Financial markets are trendy and noisy in the short-run, sensible in the long-run, and perverse in the intermediate-term.
What do I mean?
Something like this: short-run movements are news-driven, and driven by people trying to catch up with the latest data. Many people imitate the behavior of others, and over the intermediate-term, some stock prices get out of whack. Some subset of industries, factors, and/or companies gets out of alignment, and are mispriced. In the long run, those pricing errors get corrected, but it takes years to get there.
Photo Credit: Robert Tuck || Of course, in half a cycle here, the moon will look the same
Here’s an example. to make this tangible and understandable. As a factor, value has been bad for eight years or so, and as evidence I quote Rob Arnott, from his article entitled, ‘How Can “Smart Beta” Go Horribly Wrong?’
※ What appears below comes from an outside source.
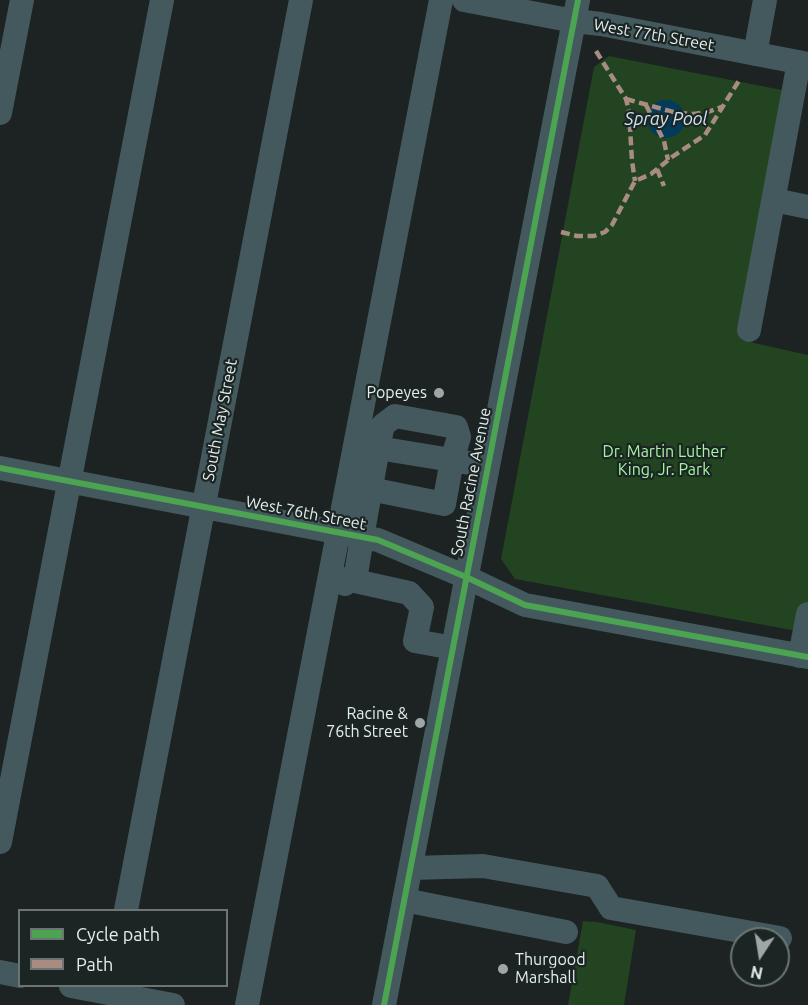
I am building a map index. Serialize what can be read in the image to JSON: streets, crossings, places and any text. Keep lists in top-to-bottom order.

The value effect was first identified in the late 1970s, notably by Basu (1977), in the aftermath of the Nifty Fifty bubble, a period when value stocks were becoming increasingly expensive, priced at an ever-skinnier discount relative to growth stocks. More recently, for the past eight years, value investing has been a disaster with the Russell 1000 Value Index underperforming the S&P 500 by 1.6% a year, and the Fama–French value factor in large-cap stocks returning ?4.8% annually over the same period. But, the value effect is far from dead! In fact, it’s in its cheapest decile in history.
And then later he says:
How many practitioners who rely on the value factor take the time to gauge whether the factor is expensive or cheap relative to historical norms? If they took the time to do so today, they would find value is currently cheaper than at any time other than the height of the Nifty Fifty (1972–73), the tech bubble (1998–2003), and the global financial crisis (2008–09).